Diffusion Model Fundamentals: Generating from Noise

Introduction: A New Paradigm in Generative Modeling

In 2020, Ho et al. proposed a counterintuitive generation method in Denoising Diffusion Probabilistic Models (DDPM): gradually corrupt data into pure noise, then train a neural network to reverse this process. This simple idea gave rise to Stable Diffusion, DALL-E, Midjourney, and a wave of products that transformed creative workflows.

The core insight of diffusion models can be stated in one sentence: if you know how to turn an image into noise, you can learn how to recover an image from noise. This “destroy-then-restore” framework gives diffusion models stable training and excellent generation quality, allowing them to rapidly surpass GANs as the dominant approach for image generation.

The Generative Model Family

Before diving into diffusion models, let’s review the major generative paradigms:

Model	Core Idea	Strengths	Weaknesses
GAN	Generator vs. discriminator adversarial training	Fast generation, high quality	Unstable training, mode collapse
VAE	Encode to latent space, then decode	Stable training, probabilistic	Blurry outputs
Flow	Invertible transforms, exact likelihood	Exact density estimation	Architectural constraints, expensive
Diffusion	Iterative denoising	Stable training, highest quality	Slow sampling

Diffusion models have a clean training objective (predict the noise), require no adversarial training, and impose no invertibility constraints on the architecture. This simplicity is a key factor in their success.

Forward Diffusion: Gradual Noise Addition

The forward process is a fixed Markov chain that adds small amounts of Gaussian noise at each step.
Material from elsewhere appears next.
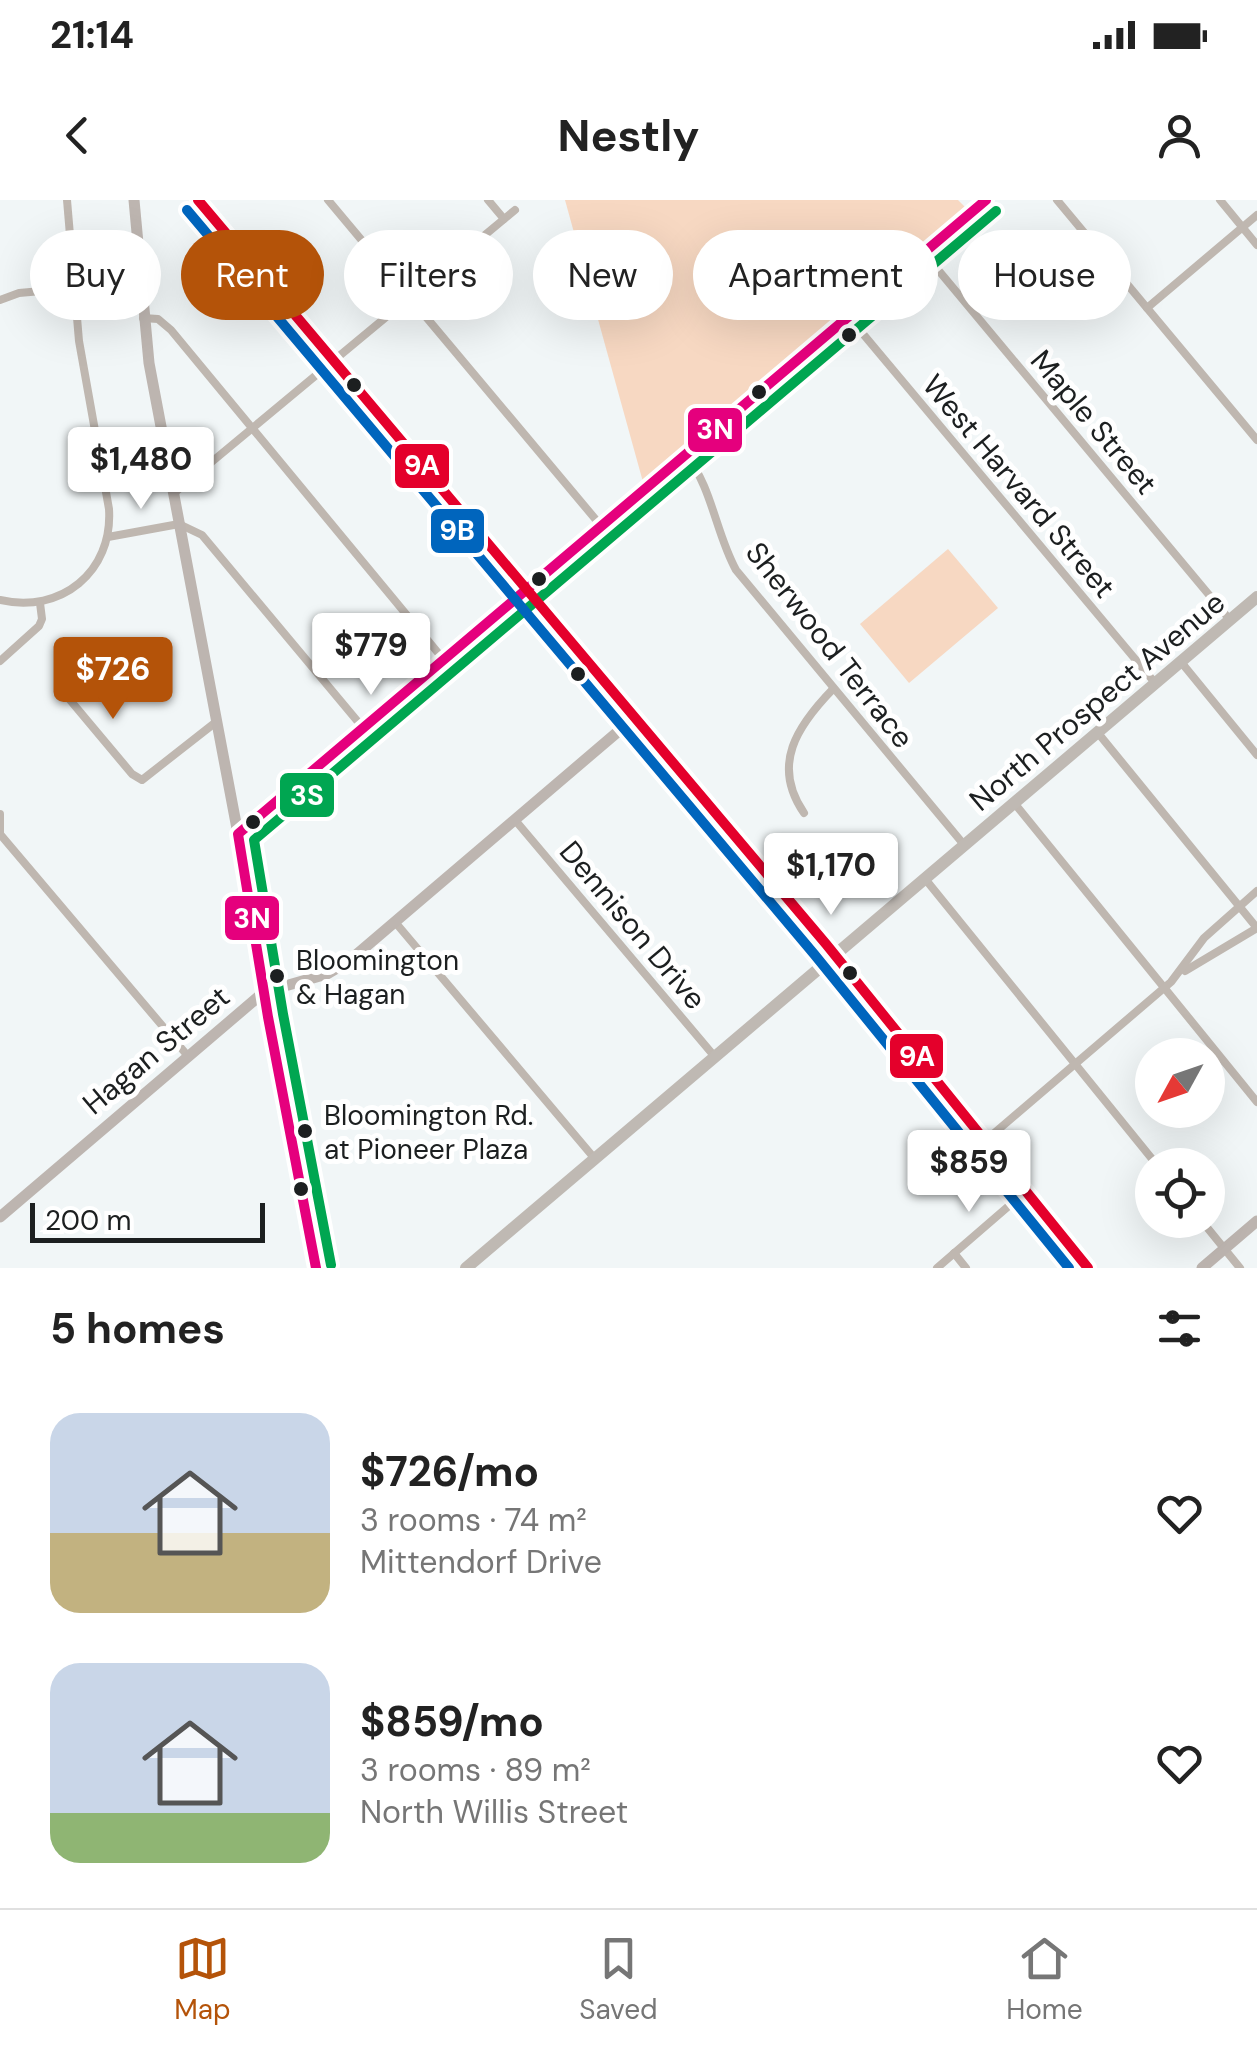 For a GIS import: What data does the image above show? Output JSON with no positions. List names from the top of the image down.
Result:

After $T$ steps, any data distribution converges to a standard Gaussian distribution.

Mathematically, each step is defined as:

$q(x_t | x_{t-1}) = \mathcal{N}(x_t; \sqrt{1 - \beta_t} \, x_{t-1}, \beta_t I)$

where $\beta_t$ is the noise schedule parameter. The crucial property is that we can jump directly from $x_0$ to any timestep $x_t$ :

$q(x_t | x_0) = \mathcal{N}(x_t; \sqrt{\bar{\alpha}_t} \, x_0, (1 - \bar{\alpha}_t) I)$

where $\bar{\alpha}_t = \prod_{s=1}^{t} (1 - \beta_s)$ . This means training doesn’t require sequential noising — just randomly sample a timestep $t$ and directly compute $x_t = \sqrt{\bar{\alpha}_t} \, x_0 + \sqrt{1 - \bar{\alpha}_t} \, \epsilon$ , where $\epsilon \sim \mathcal{N}(0, I)$ .

Timestep t: 0

Drag the slider to observe: at $t=0$ the image is intact ( $\bar{\alpha}_0 \approx 1$ ); as $t$ increases, the signal is progressively drowned by noise; at $t=T$ the image becomes pure noise ( $\bar{\alpha}_T \approx 0$ ).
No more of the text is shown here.